Özet:
I. HUKUKİ SÜREÇ
A. Bakırköy 5. Ağır Ceza Mahkemesinin, 03.06.2021 tarihli ve 2020/239 Esas, 2021/336 Karar sayılı kararı ile sanığın uyuşturucu madde ihraç etme suçundan, 5237 sayılı Türk Ceza Kanunu’nun (5237 sayılı Kanun) 188 inci maddesinin birinci fıkrası, 35 inci maddesi, 62 nci maddesi, 52 nci maddesinin ikinci fıkrası ve 53 üncü maddesinin birinci, ikinci fıkrası ile üçüncü fıkrasının ilk cümlesi uyarınca 13 yıl 9 ay hapis ve 37.500,00 TL adli para cezası ile cezalandırılmasına ve hak yoksunluklarına karar verilmiştir.

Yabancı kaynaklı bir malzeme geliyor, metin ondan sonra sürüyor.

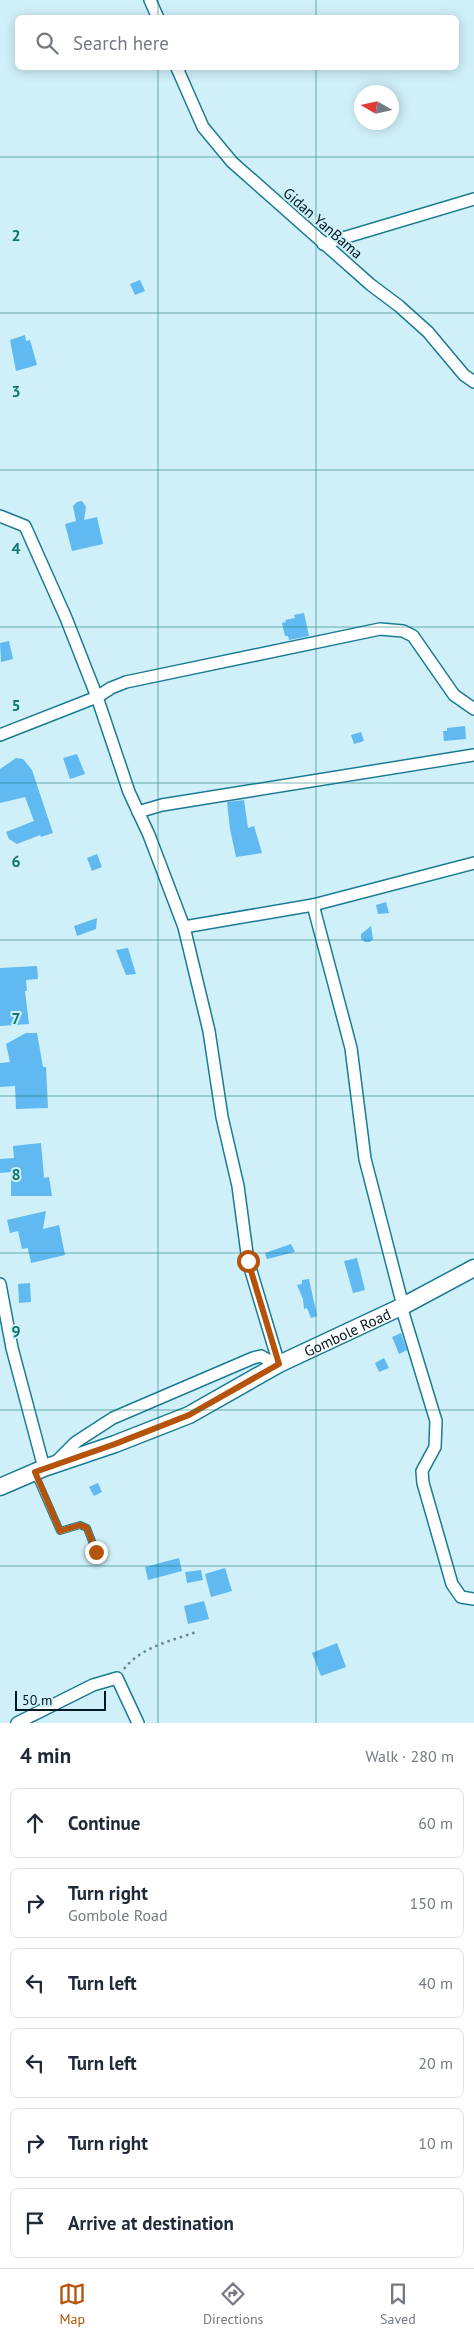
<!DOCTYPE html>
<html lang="en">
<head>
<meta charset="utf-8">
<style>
  body { margin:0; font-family:"PT Sans",sans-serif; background:#f6f6f7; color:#1f2937 }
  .compass { position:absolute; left:354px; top:85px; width:45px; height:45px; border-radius:50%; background:#fff; box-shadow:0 2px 12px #0003; rotate:279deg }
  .scale { position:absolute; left:15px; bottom:12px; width:91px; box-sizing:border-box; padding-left:5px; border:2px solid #00181f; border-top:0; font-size:14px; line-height:18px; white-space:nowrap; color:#00181f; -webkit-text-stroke:4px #cfeff9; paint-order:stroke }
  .stop { position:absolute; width:15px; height:15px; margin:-11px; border:4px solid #b45309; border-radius:50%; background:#fff }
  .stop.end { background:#b45309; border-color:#fff; box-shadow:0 1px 5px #0008 }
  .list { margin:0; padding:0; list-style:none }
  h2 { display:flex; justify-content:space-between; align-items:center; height:65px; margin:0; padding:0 20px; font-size:21px }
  h2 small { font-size:16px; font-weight:400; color:#747a83 }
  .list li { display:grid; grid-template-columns:32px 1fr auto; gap:15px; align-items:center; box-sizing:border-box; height:70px; margin:0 10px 10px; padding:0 10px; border:1px solid #e0e1e3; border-radius:8px }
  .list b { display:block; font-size:19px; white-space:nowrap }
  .list p { margin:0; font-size:16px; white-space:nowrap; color:#747a83 }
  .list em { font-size:16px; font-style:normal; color:#747a83 }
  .icon { flex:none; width:28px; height:28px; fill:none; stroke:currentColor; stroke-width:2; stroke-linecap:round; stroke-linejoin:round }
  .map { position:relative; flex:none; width:474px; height:1723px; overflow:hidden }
  .search { position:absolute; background:#fff; box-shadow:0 2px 12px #0003; left:15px; right:15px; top:15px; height:55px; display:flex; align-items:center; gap:12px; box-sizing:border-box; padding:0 18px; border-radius:8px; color:#747a83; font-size:19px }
  .sheet { height:545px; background:#fff }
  nav { display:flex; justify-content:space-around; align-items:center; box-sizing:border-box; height:70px; border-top:1px solid #e0e1e3; background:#fff; font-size:14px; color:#747a83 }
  nav a { display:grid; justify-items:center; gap:2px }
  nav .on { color:#b45309 }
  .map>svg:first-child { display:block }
  .building { fill:#60b9f1 }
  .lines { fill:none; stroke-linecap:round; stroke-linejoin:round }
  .lane-casing { stroke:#1b7b93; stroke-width:8 }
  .street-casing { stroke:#1b7b93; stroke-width:14 }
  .secondary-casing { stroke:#1b7b93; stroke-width:19 }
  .path { stroke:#68848c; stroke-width:2.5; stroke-dasharray:2.5 4; stroke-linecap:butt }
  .lane { stroke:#fff; stroke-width:5.5 }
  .street { stroke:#fff; stroke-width:11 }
  .secondary { stroke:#fff; stroke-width:16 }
  .route { stroke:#b45309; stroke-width:6 }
  .grid { fill:none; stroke:#0f766e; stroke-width:1; stroke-opacity:0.55 }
  .labels { text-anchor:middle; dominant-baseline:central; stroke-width:4; stroke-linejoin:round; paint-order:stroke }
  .street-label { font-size:15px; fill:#00181f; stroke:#cfeff9 }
  .grid-label { font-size:16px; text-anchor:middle; font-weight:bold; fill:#0f766e; stroke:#cfeff9; stroke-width:4; stroke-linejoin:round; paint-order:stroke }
</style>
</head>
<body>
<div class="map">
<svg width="474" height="1723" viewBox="0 0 474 1723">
  <rect width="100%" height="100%" fill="#cfeff9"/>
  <g class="building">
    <path d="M140,280l5,11 -10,4 -5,-11z"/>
    <path d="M25,335l1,6 4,-1 7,25 -21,6 -6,-31z"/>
    <path d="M82,501l4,6 -2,13 13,-3 6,27 -31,7 -7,-27 11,-3 -3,-15 4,-4z"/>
    <path d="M304,613l5,23 -20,4 -1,-4h-3l-3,-13 4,-1 -1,-2 10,-2 -1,-3z"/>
    <path d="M9,641l4,18 -12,3 -1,-19z"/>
    <path d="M465,726l1,13 -22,2 -1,-10h4v-3z"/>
    <path d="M361,732l3,9 -10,3 -3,-9z"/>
    <path d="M77,754l8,20 -15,5 -7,-21z"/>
    <path d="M16,758l7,1 9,11 21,63 -12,4 -1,-2 -23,9 -8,-5 -3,-7 28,-11 -9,-24 -25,6v-34z"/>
    <path d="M244,800l4,28 6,-2 8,27 -26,4 -6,-28 -3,-27z"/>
    <path d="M97,854l5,13 -10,4 -5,-13z"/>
    <path d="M386,902l3,11 -11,1 -2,-9z"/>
    <path d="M97,918l-1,11 -19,7 -3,-10z"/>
    <path d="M371,926l2,13 -3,3h-5l-4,-3v-5z"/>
    <path d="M128,948l8,26 -10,1 -10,-25z"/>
    <path d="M37,966l1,13 -12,1 1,11h-2l4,33 -29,2v-58z"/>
    <path d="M26,1033h11l6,34h3l2,41 -32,1 -1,-23 -15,1v-24l10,-1 -4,-18z"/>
    <path d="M41,1143l3,35 5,-1 3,19h-41v-24l-11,1v-14l14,-1 -1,-12z"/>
    <path d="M46,1211l-3,18 16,-4 6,30 -34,8 -3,-15 -6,1 -4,-18 -8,2 -3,-13z"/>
    <path d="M291,1244l4,8 -28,7 -2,-6z"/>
    <path d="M357,1258l8,32 -12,3 -9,-32z"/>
    <path d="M309,1279l8,37 -6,2 -4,-10 -3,1 -1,-10 -6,-14 5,-1v-4z"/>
    <path d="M30,1283l1,19 -12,1 -1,-19z"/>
    <path d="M401,1333l6,17 -8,4 -7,-17z"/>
    <path d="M384,1358l5,10 -10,4 -4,-9z"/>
    <path d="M98,1483l4,9 -8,4 -5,-9z"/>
    <path d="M179,1558l3,13 -34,9 -3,-13z"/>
    <path d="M225,1568l7,23 -21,6 -6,-23z"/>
    <path d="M201,1570l2,10 -16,3 -2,-11z"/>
    <path d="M204,1601l5,18 -21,5 -4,-18z"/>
    <path d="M337,1643l9,24 -25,9 -9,-23z"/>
  </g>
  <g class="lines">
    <defs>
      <path id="lane" d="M35,1474l25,57 20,-6 7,3 9,24"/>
      <g id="street">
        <path d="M150,0l8,18"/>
        <path d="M177,68l26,59 29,35 139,123 28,21 29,26 36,43 10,7"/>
        <path d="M323,244l151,-45"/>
        <path d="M0,516l25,10 41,92 31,79 32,95 20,43 35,92 25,104 13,86 16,69 10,75 31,103"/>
        <path d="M0,735l97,-38 14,-9 15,-6 254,-53 23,2 10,5 41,59 20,14"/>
        <path d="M138,812l24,-7 312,-50"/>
        <path d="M313,905l38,143 14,111 38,147"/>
        <path d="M184,927l129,-22 161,-42"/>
        <path d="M0,1284l12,64 32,120"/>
        <path d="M401,1306l35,115 -1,26 -13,24 1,12 29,101 9,13 13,2"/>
        <path d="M55,1463l21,-21 37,-24 140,-60 8,-2 16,9"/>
        <path d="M17,1723l76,-38 24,-7 21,45"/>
      </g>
      <g id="secondary">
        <path id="s1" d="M0,1487l44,-19 71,-24 74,-29 90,-51 124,-58 71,-38"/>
      </g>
    </defs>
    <use href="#lane" class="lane-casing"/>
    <use href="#street" class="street-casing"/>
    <use href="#secondary" class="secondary-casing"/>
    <path class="path" d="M124,1669c17,-22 47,-28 72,-37"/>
    <use href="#lane" class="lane"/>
    <use href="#street" class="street"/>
    <use href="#secondary" class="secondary"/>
  </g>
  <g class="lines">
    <path class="route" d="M96,1552l-9,-24 -7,-3 -20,6 -25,-59 80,-28 74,-29 90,-51 -31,-103"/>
  </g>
  <path class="grid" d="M158,0v18M316,0v18M158,68v1655M316,68v1655M0,157h474M0,313h474M0,470h474M0,627h474M0,783h474M0,940h474M0,1096h474M0,1253h474M0,1410h474M0,1566h474"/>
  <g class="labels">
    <g class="street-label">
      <text transform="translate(323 223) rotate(41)">Gidan YanBama</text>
      <text stroke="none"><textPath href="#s1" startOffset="381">Gombole Road</textPath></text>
    </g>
  </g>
  <g class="grid-label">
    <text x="16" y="241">2</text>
    <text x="16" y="397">3</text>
    <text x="16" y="554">4</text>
    <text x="16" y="711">5</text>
    <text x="16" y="867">6</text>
    <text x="16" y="1024">7</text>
    <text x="16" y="1180">8</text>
    <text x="16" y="1337">9</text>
  </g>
</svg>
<svg class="compass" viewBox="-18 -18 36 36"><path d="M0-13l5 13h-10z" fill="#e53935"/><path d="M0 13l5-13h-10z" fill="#747a83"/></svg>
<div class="scale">50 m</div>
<div class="stop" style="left:248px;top:1261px"></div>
<div class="stop end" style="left:96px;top:1552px"></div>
<div class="search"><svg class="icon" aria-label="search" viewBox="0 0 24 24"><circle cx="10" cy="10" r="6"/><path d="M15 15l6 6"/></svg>Search here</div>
</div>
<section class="sheet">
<h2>4 min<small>Walk · 280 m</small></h2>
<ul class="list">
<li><svg class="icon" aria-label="ahead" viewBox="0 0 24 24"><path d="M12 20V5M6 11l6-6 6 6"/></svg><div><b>Continue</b></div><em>60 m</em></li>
<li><svg class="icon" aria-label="right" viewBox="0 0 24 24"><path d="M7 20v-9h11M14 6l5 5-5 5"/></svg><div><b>Turn right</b><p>Gombole Road</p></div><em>150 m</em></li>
<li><svg class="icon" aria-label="left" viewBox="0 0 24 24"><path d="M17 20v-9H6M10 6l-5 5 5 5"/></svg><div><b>Turn left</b></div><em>40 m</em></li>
<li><svg class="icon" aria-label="left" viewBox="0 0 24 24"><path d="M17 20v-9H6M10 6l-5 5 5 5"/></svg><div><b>Turn left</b></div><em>20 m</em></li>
<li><svg class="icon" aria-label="right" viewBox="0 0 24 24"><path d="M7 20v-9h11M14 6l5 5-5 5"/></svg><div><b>Turn right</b></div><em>10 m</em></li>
<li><svg class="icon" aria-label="arrive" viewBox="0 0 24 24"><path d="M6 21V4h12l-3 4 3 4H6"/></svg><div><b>Arrive at destination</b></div></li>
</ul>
</section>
<nav>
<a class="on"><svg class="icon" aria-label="map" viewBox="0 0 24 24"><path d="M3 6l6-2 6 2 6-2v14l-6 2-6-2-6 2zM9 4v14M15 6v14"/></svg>Map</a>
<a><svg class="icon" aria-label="directions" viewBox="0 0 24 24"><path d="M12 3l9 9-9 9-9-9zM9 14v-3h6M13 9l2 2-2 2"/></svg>Directions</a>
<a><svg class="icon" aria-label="saved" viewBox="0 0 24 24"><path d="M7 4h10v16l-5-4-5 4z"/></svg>Saved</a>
</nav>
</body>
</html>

B. İstanbul Bölge Adliye Mahkemesi 4. Ceza Dairesinin, 08.07.2021 tarihli ve 2021/1985 Esas, 2021/1715 Karar sayılı kararı ile sanık hakkında İlk Derece Mahkemesince kurulan hükme yönelik sanık müdafiinin istinaf başvurusunun 5271 sayılı Kanun’un 280 inci maddesinin birinci fıkrasının (a) bendi uyarınca esastan reddine karar verilmiştir.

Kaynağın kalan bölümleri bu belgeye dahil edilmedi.